In my weekend article, I estimated a yield of 3.70% – 3.85% for the upcoming 6-month T-Bills auction.
Well, the auction results are out – 3.74%, towards the lower end of my projected range.
However T-Bills demand fell quite a bit to $14.4 billion (vs $16 billion the previous auction).
While auction amount increased to $6.6 billion (vs 6.3 billion the previous auction).
All while the market has moved to price in less interest rate cuts in 2024.
So the fact that T-Bills yields actually went down slightly (3.74% vs 3.75% the past auction) is interesting.
6-month T-Bills yields drop to 3.74% (25 April 2024 Auction Results)

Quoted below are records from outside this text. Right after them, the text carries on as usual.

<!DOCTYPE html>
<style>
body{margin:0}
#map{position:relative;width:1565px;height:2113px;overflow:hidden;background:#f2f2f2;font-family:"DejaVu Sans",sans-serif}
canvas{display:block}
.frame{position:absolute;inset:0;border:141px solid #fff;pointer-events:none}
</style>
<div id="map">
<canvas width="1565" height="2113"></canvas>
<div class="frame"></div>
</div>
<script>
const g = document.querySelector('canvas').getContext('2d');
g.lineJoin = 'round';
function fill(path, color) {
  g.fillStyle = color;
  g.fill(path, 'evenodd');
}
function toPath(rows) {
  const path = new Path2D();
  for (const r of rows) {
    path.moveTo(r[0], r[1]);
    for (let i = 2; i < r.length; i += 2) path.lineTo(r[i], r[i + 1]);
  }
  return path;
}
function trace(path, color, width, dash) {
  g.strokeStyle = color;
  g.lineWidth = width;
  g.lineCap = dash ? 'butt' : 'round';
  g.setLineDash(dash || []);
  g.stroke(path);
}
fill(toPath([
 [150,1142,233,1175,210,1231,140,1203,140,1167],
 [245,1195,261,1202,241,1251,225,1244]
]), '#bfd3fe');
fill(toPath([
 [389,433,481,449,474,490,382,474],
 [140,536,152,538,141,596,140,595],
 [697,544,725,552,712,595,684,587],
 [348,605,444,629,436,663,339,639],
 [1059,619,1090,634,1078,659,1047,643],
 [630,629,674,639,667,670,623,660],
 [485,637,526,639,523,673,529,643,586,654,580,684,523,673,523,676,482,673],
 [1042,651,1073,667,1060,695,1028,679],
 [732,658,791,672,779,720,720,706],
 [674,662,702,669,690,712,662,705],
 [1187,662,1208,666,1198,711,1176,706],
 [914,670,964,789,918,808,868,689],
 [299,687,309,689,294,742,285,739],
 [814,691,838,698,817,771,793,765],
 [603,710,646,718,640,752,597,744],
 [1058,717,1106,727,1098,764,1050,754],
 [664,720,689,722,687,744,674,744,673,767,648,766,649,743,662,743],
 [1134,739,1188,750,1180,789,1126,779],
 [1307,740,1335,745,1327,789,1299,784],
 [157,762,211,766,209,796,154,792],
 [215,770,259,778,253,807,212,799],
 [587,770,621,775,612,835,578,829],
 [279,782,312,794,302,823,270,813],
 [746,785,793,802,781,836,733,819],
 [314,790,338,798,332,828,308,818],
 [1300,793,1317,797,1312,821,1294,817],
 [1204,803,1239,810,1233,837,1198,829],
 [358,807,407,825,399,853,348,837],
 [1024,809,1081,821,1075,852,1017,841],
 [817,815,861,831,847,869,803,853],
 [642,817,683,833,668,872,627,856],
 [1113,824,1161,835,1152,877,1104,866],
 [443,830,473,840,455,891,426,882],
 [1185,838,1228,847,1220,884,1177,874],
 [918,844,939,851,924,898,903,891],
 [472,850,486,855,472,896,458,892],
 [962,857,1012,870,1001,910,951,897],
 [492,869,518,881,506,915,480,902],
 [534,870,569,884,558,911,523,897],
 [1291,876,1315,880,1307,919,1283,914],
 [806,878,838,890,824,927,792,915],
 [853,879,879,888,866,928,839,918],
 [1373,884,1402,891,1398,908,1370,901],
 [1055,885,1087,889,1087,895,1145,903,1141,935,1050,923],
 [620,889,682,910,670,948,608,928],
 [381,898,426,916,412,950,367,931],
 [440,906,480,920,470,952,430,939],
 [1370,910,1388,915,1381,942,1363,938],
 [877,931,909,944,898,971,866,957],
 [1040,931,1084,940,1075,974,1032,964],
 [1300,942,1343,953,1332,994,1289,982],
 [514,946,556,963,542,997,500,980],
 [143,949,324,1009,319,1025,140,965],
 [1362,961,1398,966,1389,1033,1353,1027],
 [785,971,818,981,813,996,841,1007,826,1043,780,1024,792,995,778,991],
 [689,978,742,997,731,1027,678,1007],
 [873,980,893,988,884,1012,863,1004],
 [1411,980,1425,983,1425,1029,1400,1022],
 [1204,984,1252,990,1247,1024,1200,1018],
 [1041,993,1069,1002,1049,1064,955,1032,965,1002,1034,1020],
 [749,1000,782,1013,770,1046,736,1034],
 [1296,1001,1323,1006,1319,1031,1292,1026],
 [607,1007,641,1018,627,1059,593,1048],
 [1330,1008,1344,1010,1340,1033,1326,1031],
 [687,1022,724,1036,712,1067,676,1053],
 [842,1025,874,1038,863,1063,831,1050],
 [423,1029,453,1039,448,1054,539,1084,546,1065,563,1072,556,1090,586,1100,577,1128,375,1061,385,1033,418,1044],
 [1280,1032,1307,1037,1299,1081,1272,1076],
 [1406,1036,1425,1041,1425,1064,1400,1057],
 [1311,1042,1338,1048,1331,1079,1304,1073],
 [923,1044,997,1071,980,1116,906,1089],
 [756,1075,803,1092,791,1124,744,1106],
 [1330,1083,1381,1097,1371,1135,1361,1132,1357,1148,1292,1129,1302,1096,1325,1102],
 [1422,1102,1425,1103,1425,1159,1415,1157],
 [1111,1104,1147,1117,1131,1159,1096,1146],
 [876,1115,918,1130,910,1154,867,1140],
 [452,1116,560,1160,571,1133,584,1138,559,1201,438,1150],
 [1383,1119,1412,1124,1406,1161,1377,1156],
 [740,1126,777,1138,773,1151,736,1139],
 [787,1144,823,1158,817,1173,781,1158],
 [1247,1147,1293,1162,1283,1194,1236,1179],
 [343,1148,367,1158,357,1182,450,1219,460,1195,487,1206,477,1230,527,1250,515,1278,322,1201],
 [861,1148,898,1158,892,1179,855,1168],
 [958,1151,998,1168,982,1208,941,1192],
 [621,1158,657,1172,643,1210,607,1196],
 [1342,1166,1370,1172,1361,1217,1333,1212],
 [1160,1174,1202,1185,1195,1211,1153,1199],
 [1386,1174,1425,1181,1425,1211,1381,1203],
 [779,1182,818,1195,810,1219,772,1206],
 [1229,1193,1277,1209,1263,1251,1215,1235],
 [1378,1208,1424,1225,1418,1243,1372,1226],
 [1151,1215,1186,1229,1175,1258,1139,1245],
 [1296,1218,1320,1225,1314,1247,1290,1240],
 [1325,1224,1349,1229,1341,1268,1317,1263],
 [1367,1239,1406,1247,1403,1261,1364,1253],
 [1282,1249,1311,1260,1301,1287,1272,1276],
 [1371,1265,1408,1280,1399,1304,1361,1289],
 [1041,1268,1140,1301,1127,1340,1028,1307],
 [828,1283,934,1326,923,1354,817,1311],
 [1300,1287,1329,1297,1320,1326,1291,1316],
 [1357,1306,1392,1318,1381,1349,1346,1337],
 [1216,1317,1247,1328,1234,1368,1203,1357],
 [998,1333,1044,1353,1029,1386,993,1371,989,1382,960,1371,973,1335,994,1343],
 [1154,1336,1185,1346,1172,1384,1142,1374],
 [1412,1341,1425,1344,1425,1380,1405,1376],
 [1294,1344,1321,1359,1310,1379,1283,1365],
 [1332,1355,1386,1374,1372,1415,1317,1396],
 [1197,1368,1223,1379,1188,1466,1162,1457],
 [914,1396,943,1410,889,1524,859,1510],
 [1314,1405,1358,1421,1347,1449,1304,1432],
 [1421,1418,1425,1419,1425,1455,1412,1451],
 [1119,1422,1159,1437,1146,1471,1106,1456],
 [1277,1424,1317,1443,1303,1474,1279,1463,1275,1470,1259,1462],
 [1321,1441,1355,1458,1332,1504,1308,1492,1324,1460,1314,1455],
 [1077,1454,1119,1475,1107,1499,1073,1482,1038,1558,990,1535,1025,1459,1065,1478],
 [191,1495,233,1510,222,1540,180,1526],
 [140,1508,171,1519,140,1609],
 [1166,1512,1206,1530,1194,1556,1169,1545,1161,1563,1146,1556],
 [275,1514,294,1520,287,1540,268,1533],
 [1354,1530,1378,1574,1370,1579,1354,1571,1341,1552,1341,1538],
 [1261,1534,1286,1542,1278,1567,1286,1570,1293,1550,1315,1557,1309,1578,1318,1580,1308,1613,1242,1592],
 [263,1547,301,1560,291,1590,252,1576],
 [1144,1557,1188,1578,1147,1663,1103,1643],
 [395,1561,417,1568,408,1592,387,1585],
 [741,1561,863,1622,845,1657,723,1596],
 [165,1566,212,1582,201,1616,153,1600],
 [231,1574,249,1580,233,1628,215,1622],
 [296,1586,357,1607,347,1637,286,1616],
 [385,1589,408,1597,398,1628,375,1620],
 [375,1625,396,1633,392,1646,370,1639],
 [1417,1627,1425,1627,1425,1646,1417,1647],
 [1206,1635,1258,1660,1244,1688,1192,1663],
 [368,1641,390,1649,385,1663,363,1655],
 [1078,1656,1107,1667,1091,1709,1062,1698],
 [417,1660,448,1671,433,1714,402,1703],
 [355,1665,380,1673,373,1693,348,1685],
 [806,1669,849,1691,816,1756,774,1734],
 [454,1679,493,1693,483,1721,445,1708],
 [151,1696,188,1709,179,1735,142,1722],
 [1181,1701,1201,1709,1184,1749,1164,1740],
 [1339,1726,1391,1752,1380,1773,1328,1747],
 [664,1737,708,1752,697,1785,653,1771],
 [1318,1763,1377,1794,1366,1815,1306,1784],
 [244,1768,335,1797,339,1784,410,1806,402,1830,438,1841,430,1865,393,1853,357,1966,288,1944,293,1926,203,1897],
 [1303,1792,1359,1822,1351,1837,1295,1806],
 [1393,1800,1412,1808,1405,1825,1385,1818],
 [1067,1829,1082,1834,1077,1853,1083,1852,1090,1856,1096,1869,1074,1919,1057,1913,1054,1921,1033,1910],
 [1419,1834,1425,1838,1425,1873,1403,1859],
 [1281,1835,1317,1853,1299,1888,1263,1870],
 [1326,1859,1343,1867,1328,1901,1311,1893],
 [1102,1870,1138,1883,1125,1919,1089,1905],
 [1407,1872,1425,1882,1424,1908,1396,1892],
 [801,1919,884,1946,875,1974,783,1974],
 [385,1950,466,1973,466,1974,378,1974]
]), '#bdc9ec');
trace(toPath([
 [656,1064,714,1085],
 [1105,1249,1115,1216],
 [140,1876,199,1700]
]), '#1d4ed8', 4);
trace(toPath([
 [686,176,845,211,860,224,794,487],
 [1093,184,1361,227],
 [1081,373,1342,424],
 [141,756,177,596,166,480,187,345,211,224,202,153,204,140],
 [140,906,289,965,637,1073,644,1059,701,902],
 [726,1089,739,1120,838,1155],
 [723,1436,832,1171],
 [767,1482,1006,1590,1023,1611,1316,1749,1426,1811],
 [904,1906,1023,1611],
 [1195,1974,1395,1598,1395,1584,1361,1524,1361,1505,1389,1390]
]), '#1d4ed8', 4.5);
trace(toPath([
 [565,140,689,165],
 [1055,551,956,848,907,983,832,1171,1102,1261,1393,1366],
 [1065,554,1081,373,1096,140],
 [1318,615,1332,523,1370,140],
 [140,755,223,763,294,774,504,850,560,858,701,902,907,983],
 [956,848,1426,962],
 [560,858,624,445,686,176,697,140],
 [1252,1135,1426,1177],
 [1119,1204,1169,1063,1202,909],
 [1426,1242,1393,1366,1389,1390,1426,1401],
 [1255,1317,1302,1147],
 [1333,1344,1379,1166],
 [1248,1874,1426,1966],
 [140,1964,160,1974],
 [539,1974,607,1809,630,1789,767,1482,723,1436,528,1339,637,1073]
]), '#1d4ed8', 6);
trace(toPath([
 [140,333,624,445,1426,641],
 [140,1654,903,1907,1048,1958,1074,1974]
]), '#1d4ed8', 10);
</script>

I’ve extracted the cut-off yield for the latest T-Bills auction below.
This round of 6-month T-Bills are issued at 3.74% yield (a drop from 3.75% the previous auction).
This is charted in graph form below.
While T-Bills yields are well off the Feb lows, and comfortably back into the 2023 range.
You can also see how T-Bills yields have generally stabilised around the 3.7 – 3.8% range the past 5 auctions.
Demand for T-Bills drops to $14.4 billion (from $16.0 billion the last auction)
What is interesting is that demand for T-Bills dropped quite a bit.
We’re seeing only $14.4 billion in T-Bills applications, which is down 10% from the previous auction ($16.0 billion).
Charted below, you can see how T-Bills demand has come down quite a bit from recent highs – although it still remains much higher than the demand we saw in 2023.
As to why T-Bills demand tapered off, its not very clear.
Perhaps because it’s the end of the month, CPF-OA buyers prefer to wait for the next tranche.